▶ _Exercise details_: Reproduce the data exactly and drop any pictures it holds.

(Stored items)

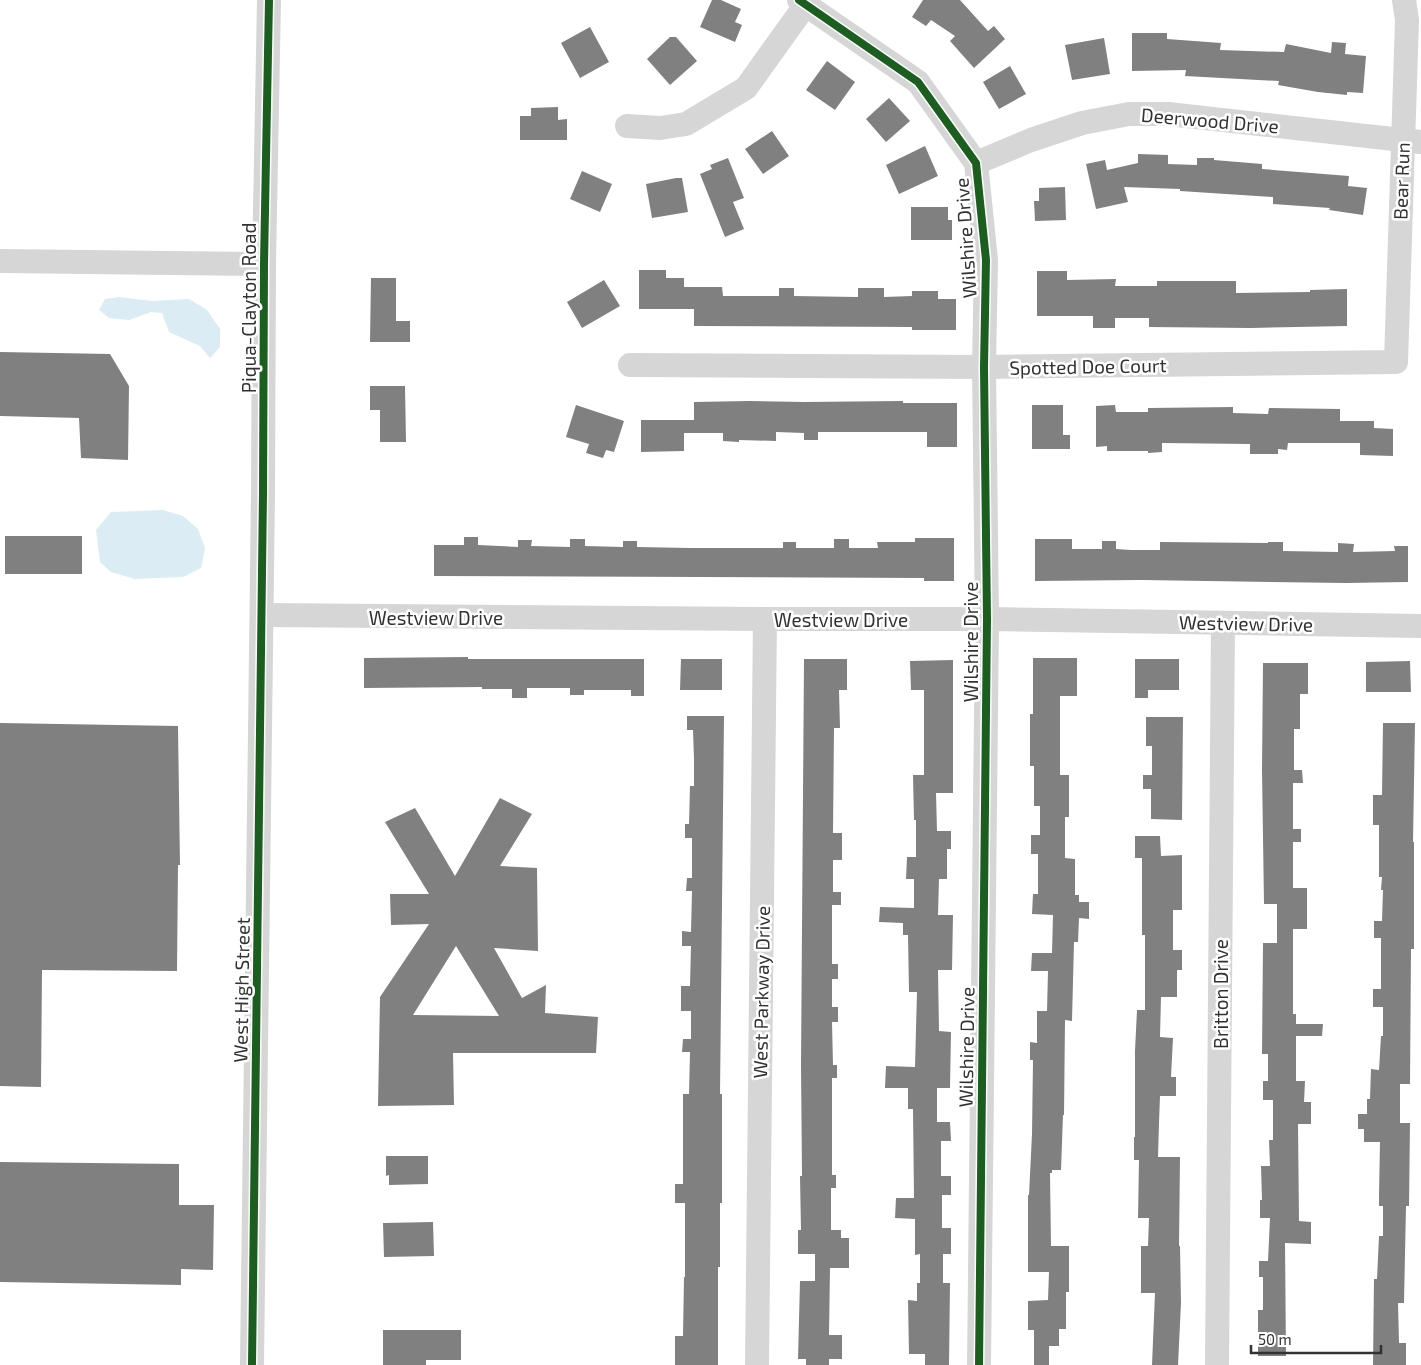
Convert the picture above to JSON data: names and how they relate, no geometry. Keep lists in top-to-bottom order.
{
  "streets": {
    "street": [
      "Deerwood Drive",
      "Bear Run",
      "Wilshire Drive",
      "Piqua-Clayton Road",
      "Spotted Doe Court",
      "Westview Drive",
      "West High Street",
      "West Parkway Drive",
      "Britton Drive"
    ]
  },
  "crossings": [
    ["Deerwood Drive", "Bear Run"],
    ["Deerwood Drive", "Wilshire Drive"],
    ["Bear Run", "Spotted Doe Court"],
    ["Wilshire Drive", "Spotted Doe Court"],
    ["Wilshire Drive", "Westview Drive"],
    ["Piqua-Clayton Road", "Westview Drive"],
    ["Piqua-Clayton Road", "West High Street"],
    ["Westview Drive", "West High Street"],
    ["Westview Drive", "West Parkway Drive"],
    ["Westview Drive", "Britton Drive"]
  ],
  "scale_bar": "50 m"
}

▶ _Response box_:
Convert the picture above to JSON data: names and how they relate, no geometry. Keep lists in top-to-bottom order.
{
  "streets": {
    "street": [
      "Deerwood Drive",
      "Bear Run",
      "Wilshire Drive",
      "Piqua-Clayton Road",
      "Spotted Doe Court",
      "Westview Drive",
      "West High Street",
      "West Parkway Drive",
      "Britton Drive"
    ]
  },
  "crossings": [
    ["Deerwood Drive", "Bear Run"],
    ["Deerwood Drive", "Wilshire Drive"],
    ["Bear Run", "Spotted Doe Court"],
    ["Wilshire Drive", "Spotted Doe Court"],
    ["Wilshire Drive", "Westview Drive"],
    ["Piqua-Clayton Road", "Westview Drive"],
    ["Piqua-Clayton Road", "West High Street"],
    ["Westview Drive", "West High Street"],
    ["Westview Drive", "West Parkway Drive"],
    ["Westview Drive", "Britton Drive"]
  ],
  "scale_bar": "50 m"
}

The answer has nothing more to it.